*Required action*
Set down all of the data exactly. Pictures stay out of the copy.
*** Stored data Section Begins ***
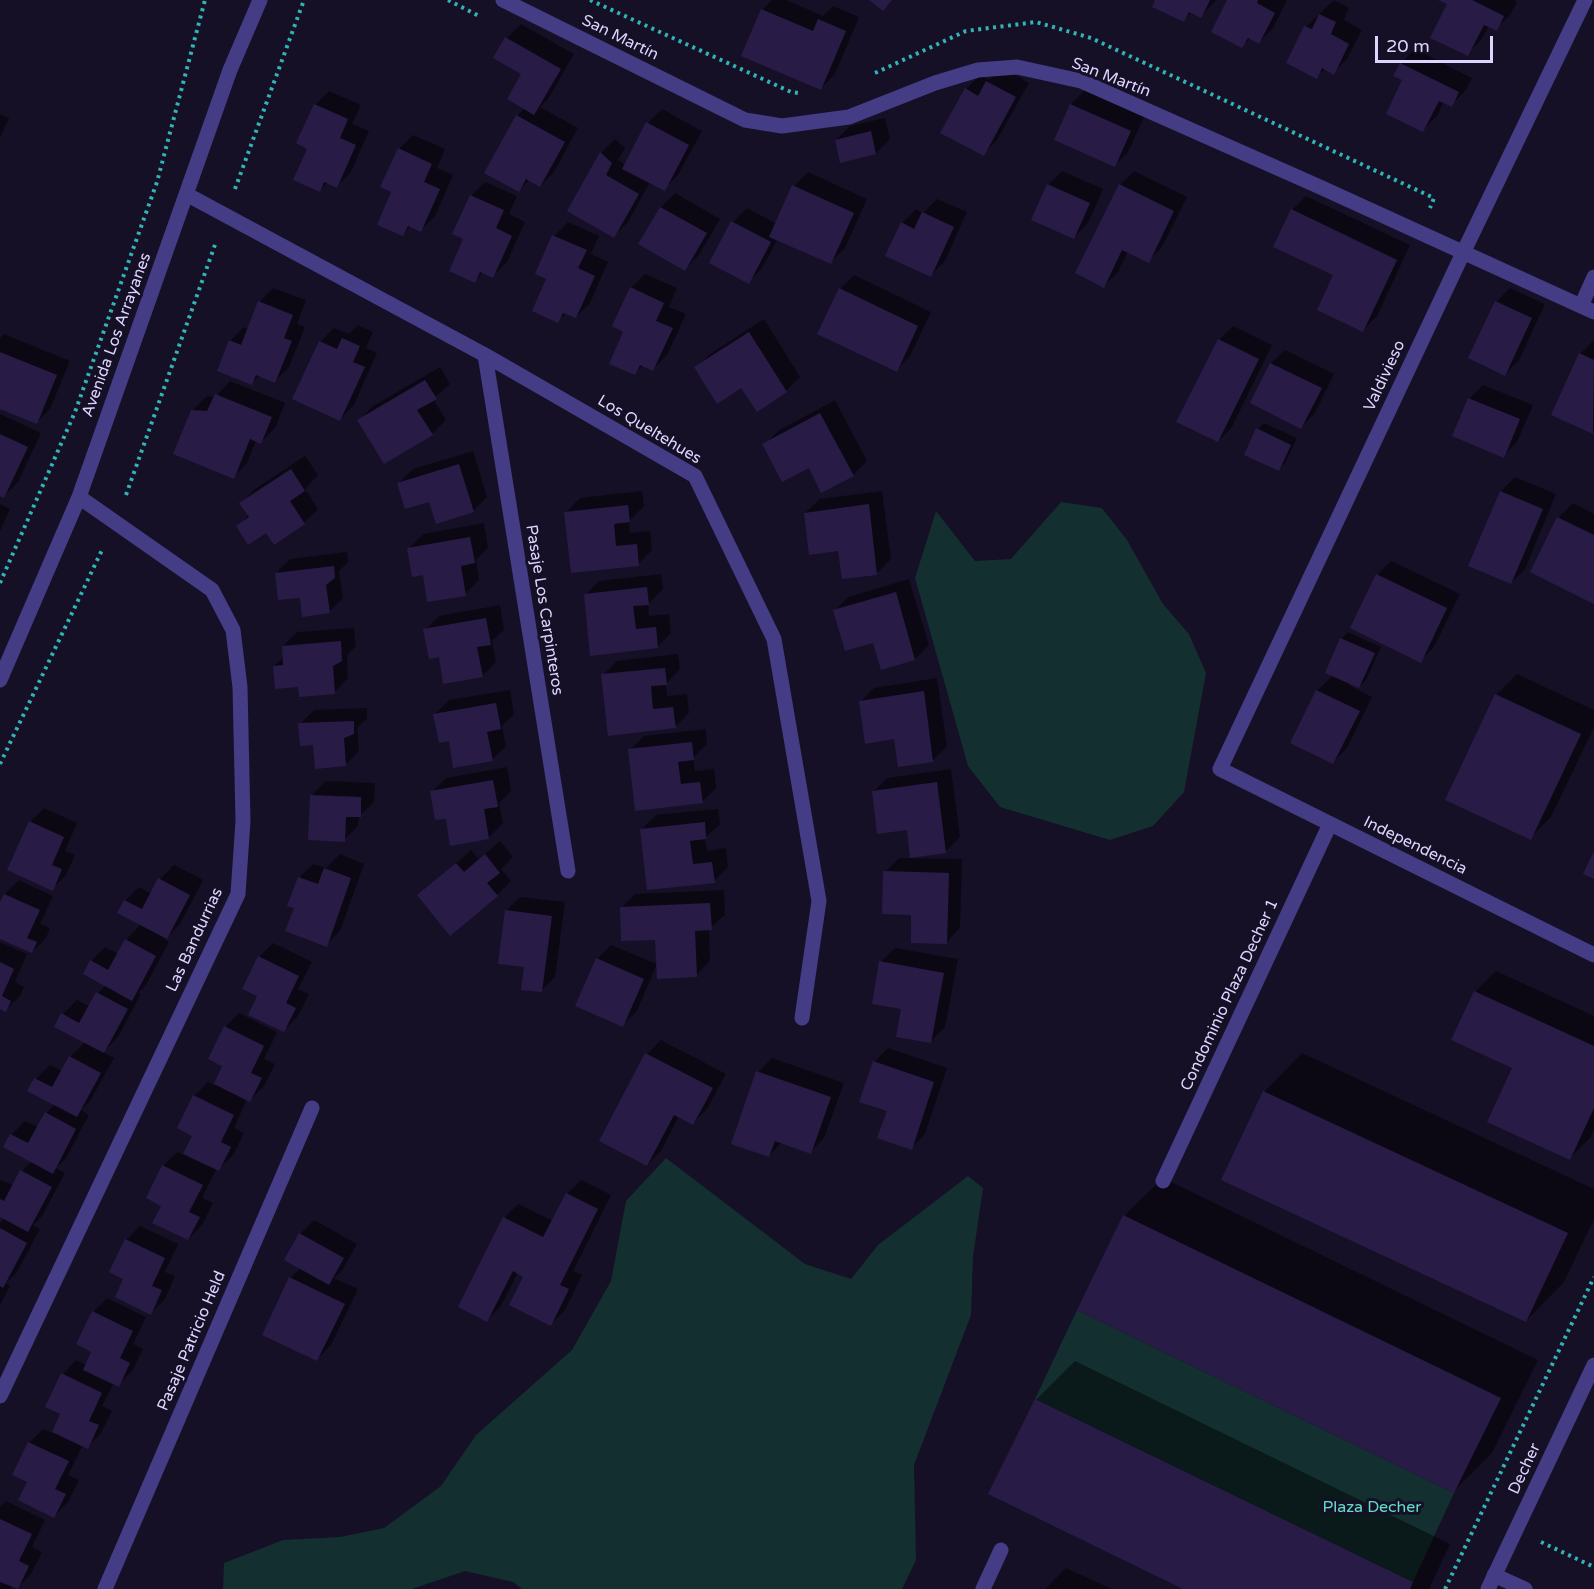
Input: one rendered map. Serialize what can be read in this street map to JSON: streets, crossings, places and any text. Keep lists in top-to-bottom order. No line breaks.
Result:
{"streets":{"street":["San Martín","Avenida Los Arrayanes","Valdivieso","Los Queltehues","Pasaje Los Carpinteros","Independencia","Las Bandurrias","Condominio Plaza Decher 1","Pasaje Patricio Held","Decher"]},"crossings":[["San Martín","Valdivieso"],["Avenida Los Arrayanes","Los Queltehues"],["Avenida Los Arrayanes","Las Bandurrias"],["Valdivieso","Independencia"],["Los Queltehues","Pasaje Los Carpinteros"],["Independencia","Condominio Plaza Decher 1"]],"parks":["Plaza Decher"],"scale_bar":"20 m"}
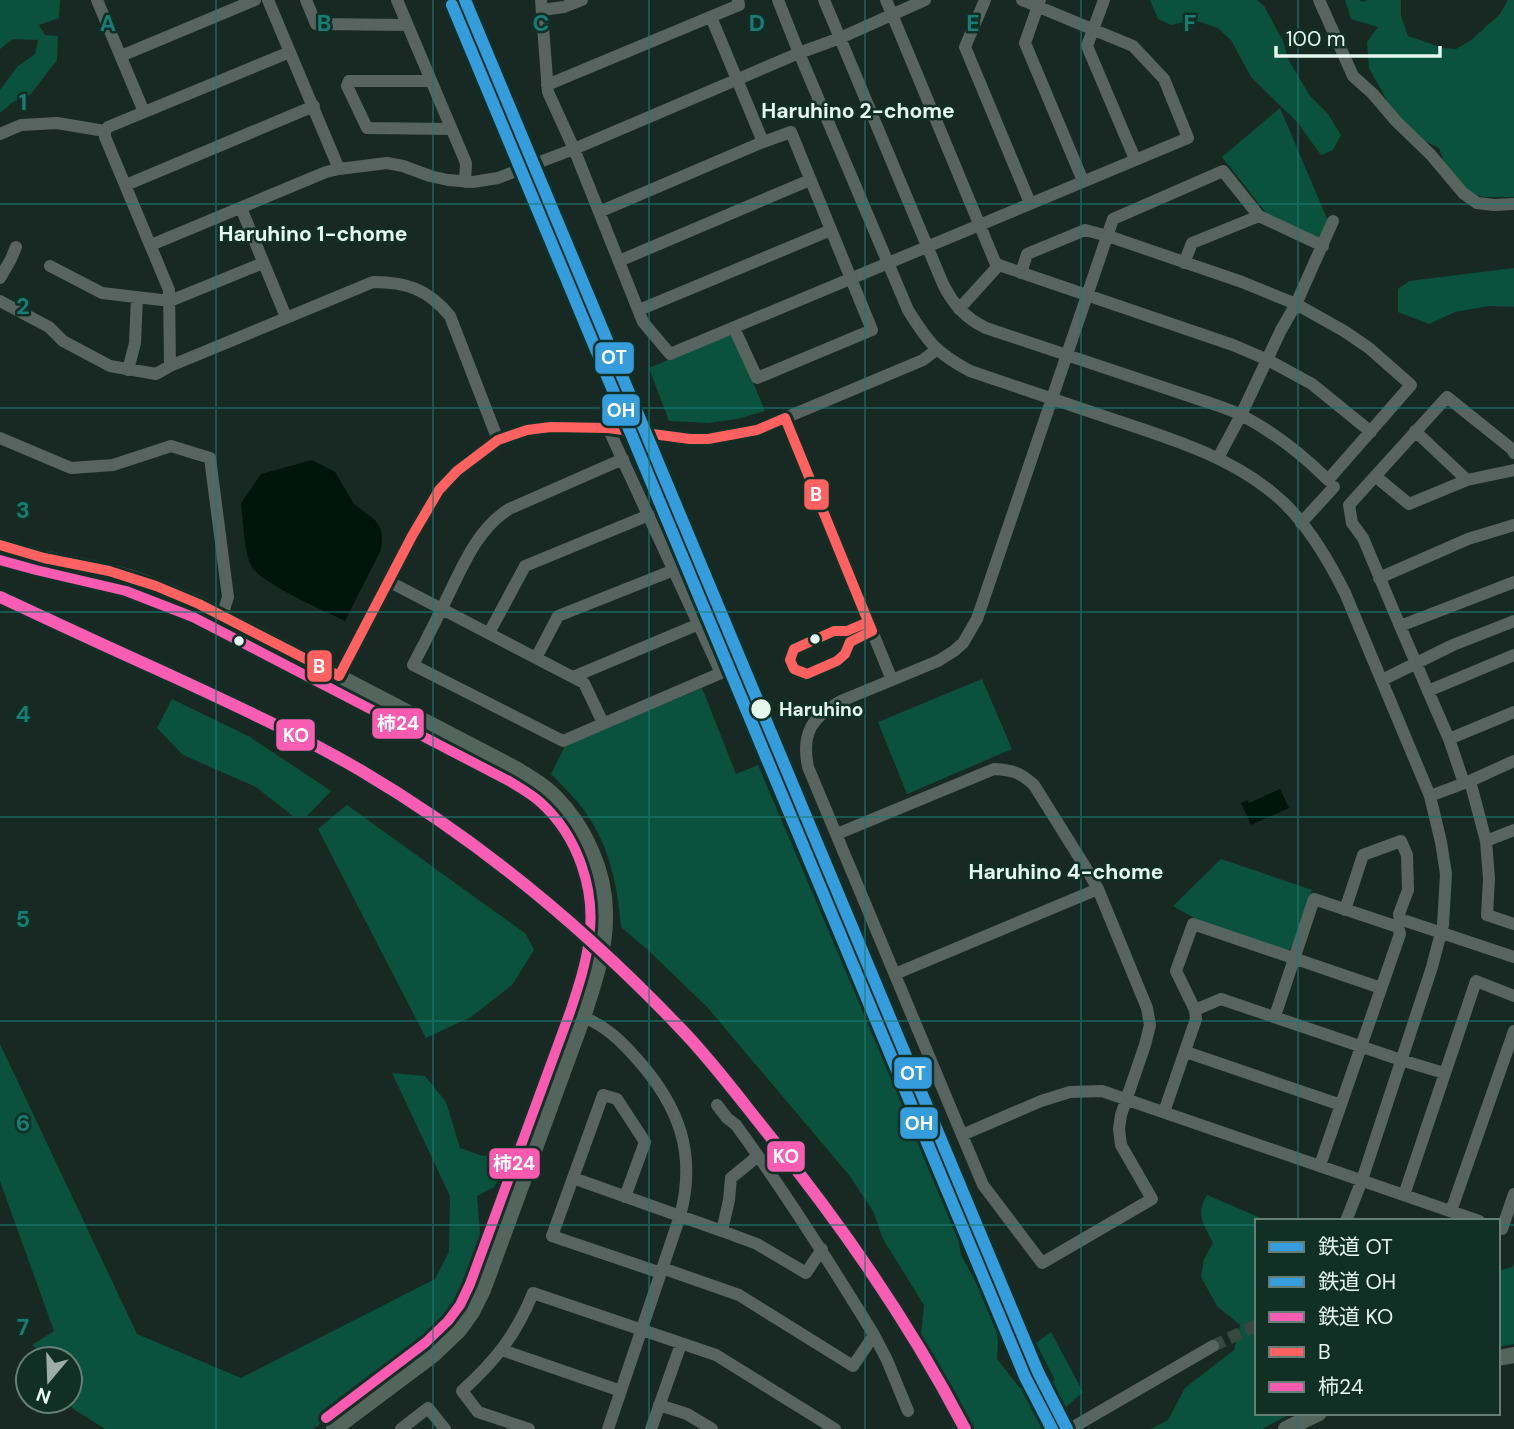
*** Stored data Section Ends ***
*Solved problem*
Input: one rendered map. Serialize what can be read in this street map to JSON: streets, crossings, places and any text. Keep lists in top-to-bottom order. No line breaks.
Result:
{"streets":{"street":["San Martín","Avenida Los Arrayanes","Valdivieso","Los Queltehues","Pasaje Los Carpinteros","Independencia","Las Bandurrias","Condominio Plaza Decher 1","Pasaje Patricio Held","Decher"]},"crossings":[["San Martín","Valdivieso"],["Avenida Los Arrayanes","Los Queltehues"],["Avenida Los Arrayanes","Las Bandurrias"],["Valdivieso","Independencia"],["Los Queltehues","Pasaje Los Carpinteros"],["Independencia","Condominio Plaza Decher 1"]],"parks":["Plaza Decher"],"scale_bar":"20 m"}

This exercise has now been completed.